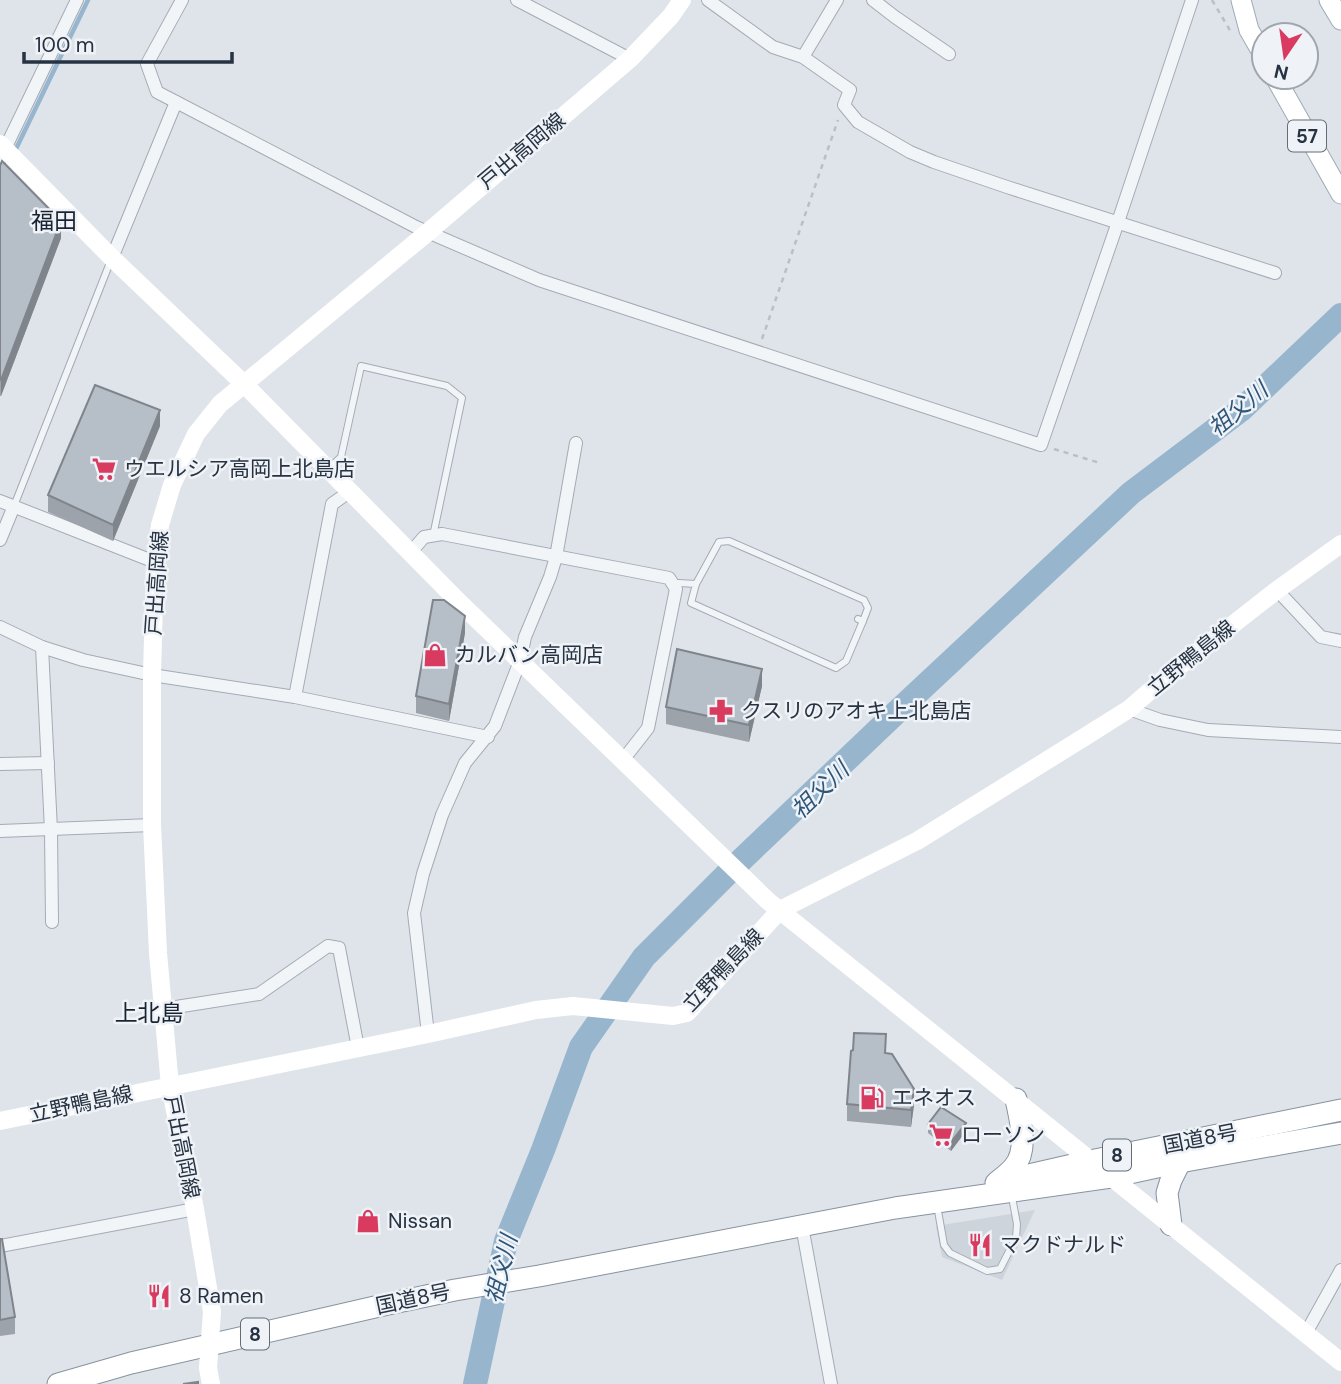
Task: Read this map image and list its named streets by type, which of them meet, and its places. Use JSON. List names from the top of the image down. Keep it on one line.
{"streets":{"highway":["国道8号","8"],"main road":["57","戸出高岡線","立野鴨島線"]},"crossings":[["戸出高岡線","立野鴨島線"],["戸出高岡線","国道8号"]],"districts":["福田","上北島"],"water":["祖父川"],"places":{"supermarket":["ウエルシア高岡上北島店","ローソン"],"shop":["カルバン高岡店","Nissan"],"pharmacy":["クスリのアオキ上北島店"],"fuel station":["エネオス"],"restaurant":["マクドナルド","8 Ramen"]},"scale_bar":"100 m","north":"bottom"}
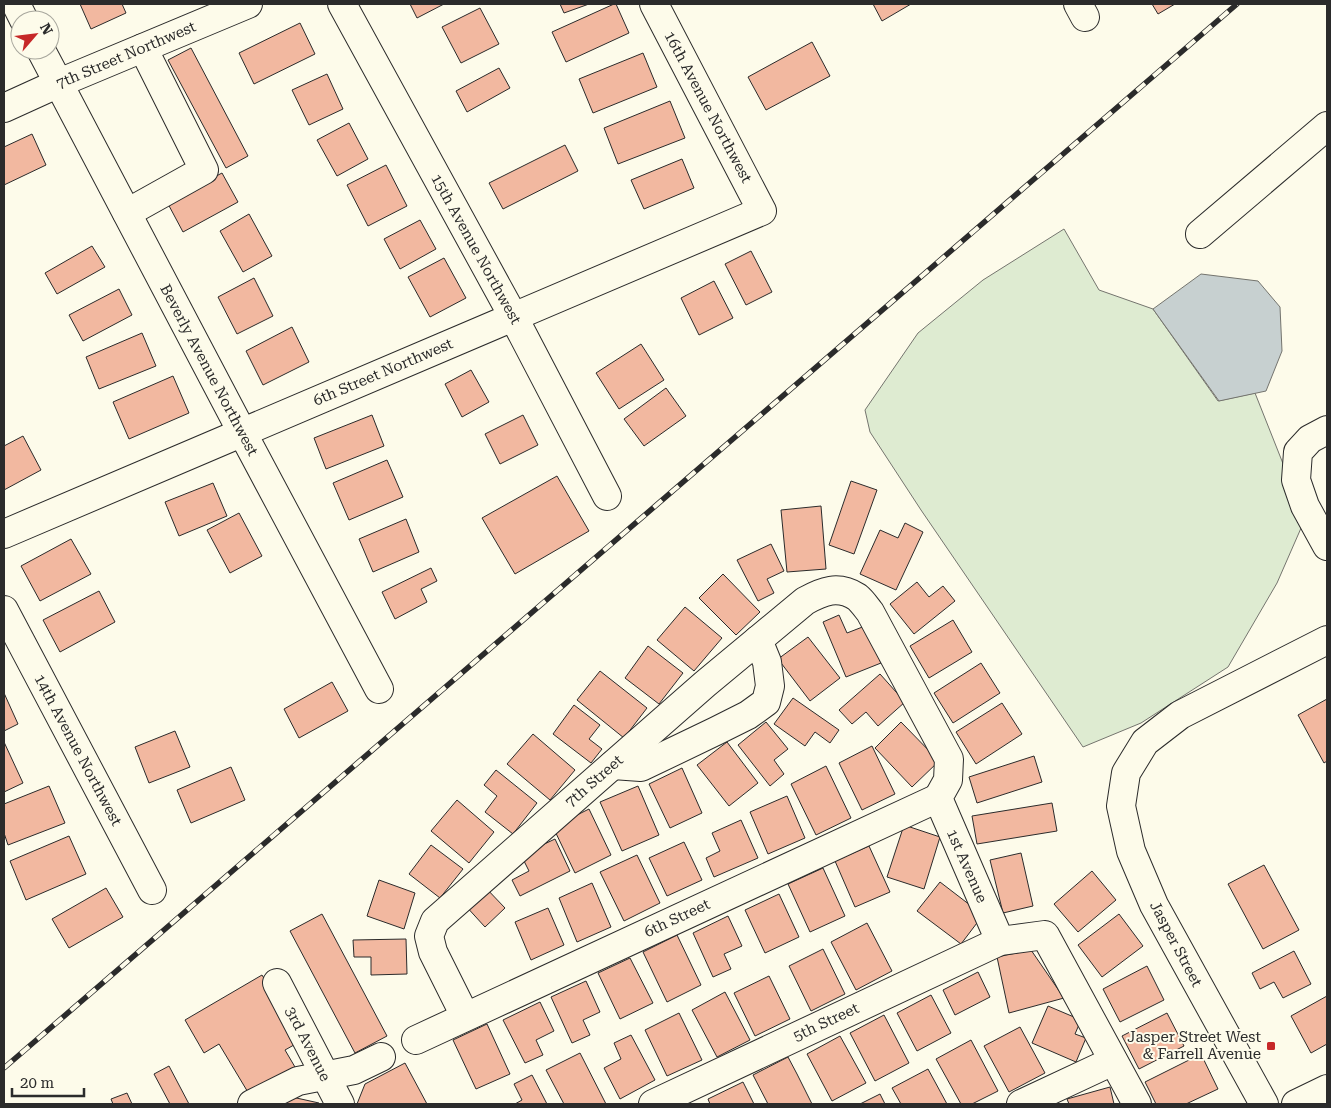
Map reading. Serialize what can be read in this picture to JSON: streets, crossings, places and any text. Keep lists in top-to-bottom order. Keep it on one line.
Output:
{"streets":{"street":["7th Street Northwest","16th Avenue Northwest","15th Avenue Northwest","Beverly Avenue Northwest","6th Street Northwest","14th Avenue Northwest","7th Street","1st Avenue","6th Street","Jasper Street","5th Street","3rd Avenue"]},"crossings":[["7th Street Northwest","Beverly Avenue Northwest"],["16th Avenue Northwest","6th Street Northwest"],["15th Avenue Northwest","6th Street Northwest"],["Beverly Avenue Northwest","6th Street Northwest"],["7th Street","1st Avenue"],["7th Street","6th Street"],["1st Avenue","6th Street"],["1st Avenue","5th Street"]],"places":{"transit":["Jasper Street West & Farrell Avenue"]},"scale_bar":"20 m","north":"top right"}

○ ○ ○

Description of the task
Each line of the material above should be set down exactly, with no pictures.

Exercise result
Task: Read this map image and list its named streets by type, which of them meet, and its places. Use JSON. List names from the top of the image down. Keep it on one line.
{"streets":{"highway":["国道8号","8"],"main road":["57","戸出高岡線","立野鴨島線"]},"crossings":[["戸出高岡線","立野鴨島線"],["戸出高岡線","国道8号"]],"districts":["福田","上北島"],"water":["祖父川"],"places":{"supermarket":["ウエルシア高岡上北島店","ローソン"],"shop":["カルバン高岡店","Nissan"],"pharmacy":["クスリのアオキ上北島店"],"fuel station":["エネオス"],"restaurant":["マクドナルド","8 Ramen"]},"scale_bar":"100 m","north":"bottom"}
Map reading. Serialize what can be read in this picture to JSON: streets, crossings, places and any text. Keep lists in top-to-bottom order. Keep it on one line.
Output:
{"streets":{"street":["7th Street Northwest","16th Avenue Northwest","15th Avenue Northwest","Beverly Avenue Northwest","6th Street Northwest","14th Avenue Northwest","7th Street","1st Avenue","6th Street","Jasper Street","5th Street","3rd Avenue"]},"crossings":[["7th Street Northwest","Beverly Avenue Northwest"],["16th Avenue Northwest","6th Street Northwest"],["15th Avenue Northwest","6th Street Northwest"],["Beverly Avenue Northwest","6th Street Northwest"],["7th Street","1st Avenue"],["7th Street","6th Street"],["1st Avenue","6th Street"],["1st Avenue","5th Street"]],"places":{"transit":["Jasper Street West & Farrell Avenue"]},"scale_bar":"20 m","north":"top right"}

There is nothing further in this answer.